At Mr. Dickie's request, Mr. Williams called the phone and heard it ring multiple times, instead of going straight to voicemail. Tr. 21-22 (Williams), 96-97 (Dickie). Mr. Krause also called the phone and heard it ring multiple times instead of going to voicemail. Tr. at 77-78 (Krause). Because the phone had been powered off by Mr. Macom prior to resumption of the deposition at 3:51 p.m., the phone would not have rung unless it had been turned on. Tr. at 33-34 (Macom), 21-22 (Williams), 77-78 (Krause), 97 (Dickie).
Mr. Krause went to the men's restroom to search for the phone and while there, heard the phone vibrating. Tr. at 54-55 (Nolan), 78-79 (Krause). After Mr. Krause began digging through the garbage under a paper towel dispenser, Mr. Dickie entered the men's restroom. Tr. at 78-79 (Krause), 98 (Dickie). The paper towel dispenser unit appears to be similar to models found in other public restrooms, and is made of stainless steel with an upper cabinet unit having an opening at the bottom from which paper towels can be removed and a bottom receptacle for used towels. Plaintiff's Exhibit 2A-2C. As the men were talking, they heard the phone vibrating again and Mr. Dickie joined in searching through the garbage. Tr. at 79 (Krause), 98 (Dickie). Mr. Krause then exited the men's restroom, but Mr. Dickie remained. Tr. at 79-80 (Krause), 98-99 (Dickie). Upon hearing the phone ring again, Mr. Dickie tried to reach into the opening of the paper towel dispenser from the opening for pulling out paper towels. Tr. at 99. He could feel the phone vibrating, but could not reach far enough into the opening to get the phone.
After discovering the phone, Mr. Dickie re-entered the conference room and announced that he had located his phone. Tr. at 22 (Williams), 41-42 (Macom), 56 (Nolan), 90 (Krause), 101 (Dickie). Mr. Dickie then adjourned the deposition, after which Mr. Williams called the police to report that the phone had been stolen. Tr. at 23 (Williams), 101-102 (Dickie). Mr. Dickie, Mr. Williams, Mr. Krause, Mr. Macom, and Ms. Nolan were still present when the police arrived, but Al Smaldone and Ms. August had departed. Tr. at 26 (Williams), 56 (Nolan).
Based on the foregoing facts, I conclude that Mr. Smaldone was the person who removed Mr. Dickie's phone from its case and from the charger, while standing behind Mr. Macom. He then set the case of the phone face down back on the table, laying the plug of the charger inside the case so it would appear that the phone was still charging there. I also find that after he surreptitiously removed Mr. Dickie's phone from the conference room, Mr.
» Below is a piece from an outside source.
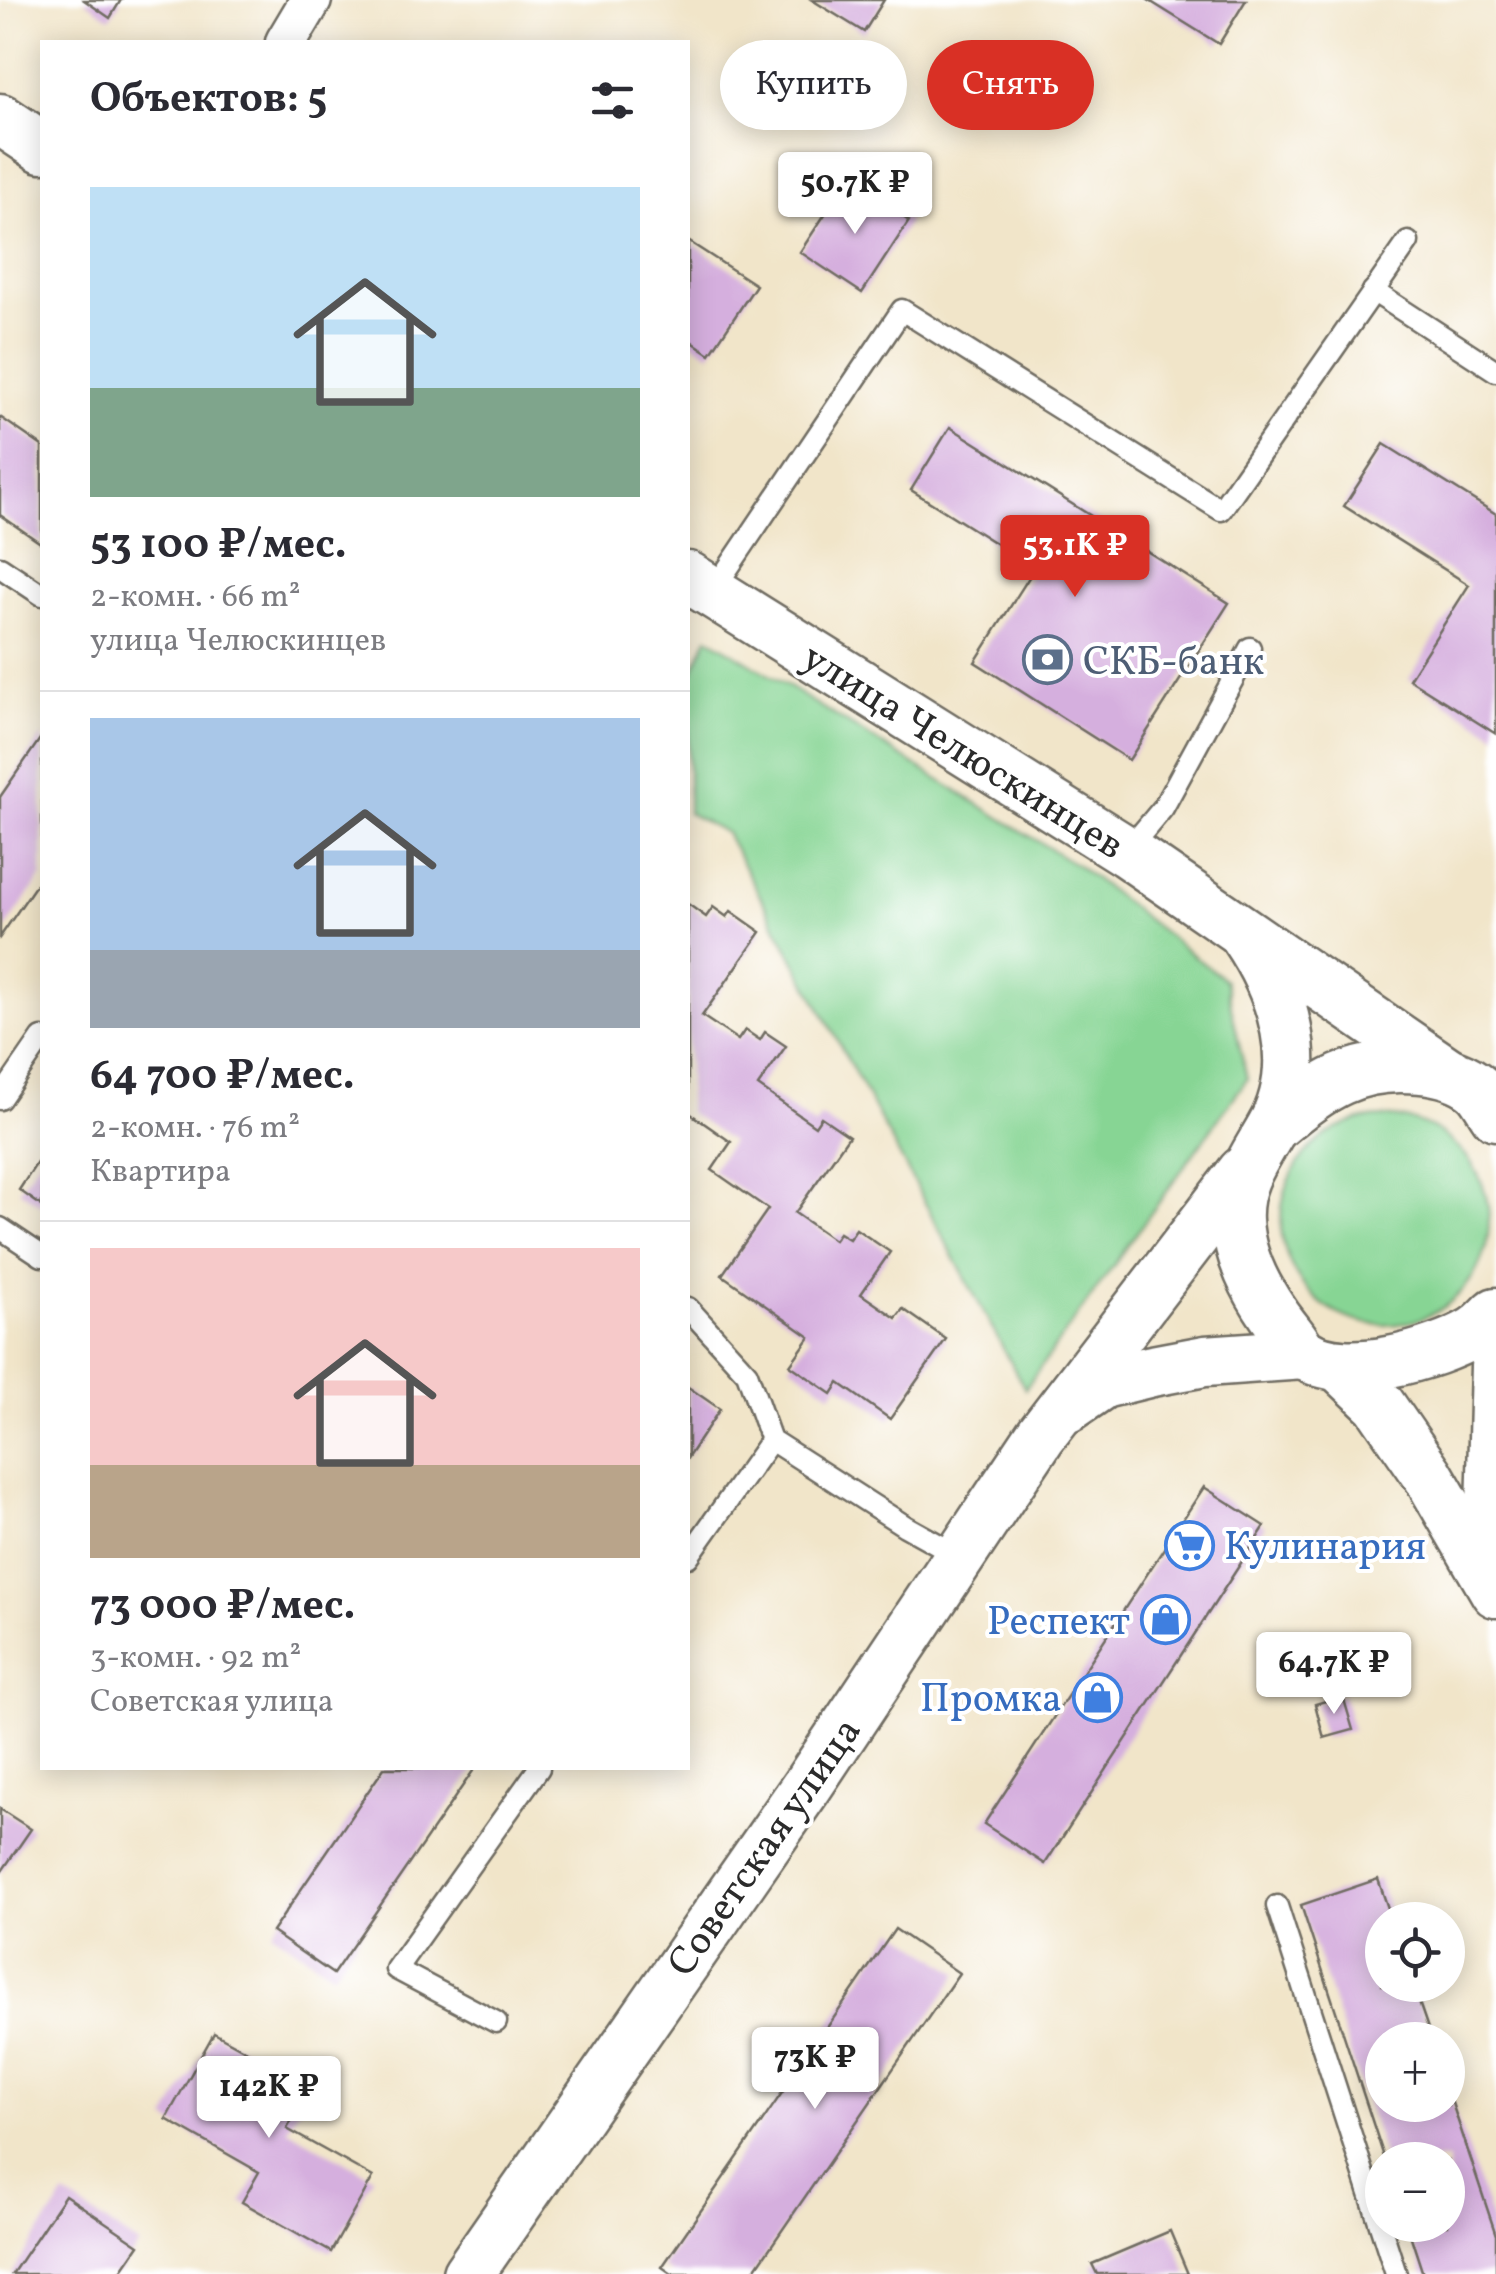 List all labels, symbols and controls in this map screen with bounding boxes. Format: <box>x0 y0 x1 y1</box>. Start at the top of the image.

Smaldone went into the men's restroom. He turned the phone on but was unable to access information on the phone. He then wrapped the phone in paper towels and placed it standing up in the cabinet space above the paper towel dispenser.
Defendants point to the absence of a named suspect on the police report and argue that this is significant, either because the police did not believe that Mr. Smaldone had committed the crime or because no one who spoke with the police suggested that Mr. Smaldone had taken it. Tr. at 130 (Mr. Rubin's closing argument). I disagree since I am doubtful that the officers had the benefit of the testimony given at the hearing or were interested in spending time investigating the theft of a cell phone that had been recovered. Accordingly, I also find that Al Smaldone gave false testimony to this Court both in his declaration submitted with defendants' opposition to plaintiff's motion and in his testimony at the evidentiary hearing.
Plaintiff requests numerous sanctions for Mr. Smaldone's misconduct, the most severe of which is the striking of defendants' answer, effectively granting default judgment.
As the Second Circuit has recognized, "a court has the inherent power to supervise and control its own proceedings and to sanction counsel or a litigant for bad-faith conduct."
I find that the evidence of Mr. Smaldone's misconduct is clear and convincing. Based on the credible evidence presented, Mr. Smaldone was the only person who had the opportunity to take the phone, since all the others remained seated and no one entered the room between 3:51 p.m. until the next break. He was also the only person in the conference room who had the opportunity to hide the phone in the men's restroom. Needless to say, he also had the motivation to take the phone in order to access information of his adversaries' attorney. Setting aside whatever interests the attorneys for plaintiff may have had at the time, the Court finds implausible that the videographer and court reporter would conspire with them to present false testimony to the Court.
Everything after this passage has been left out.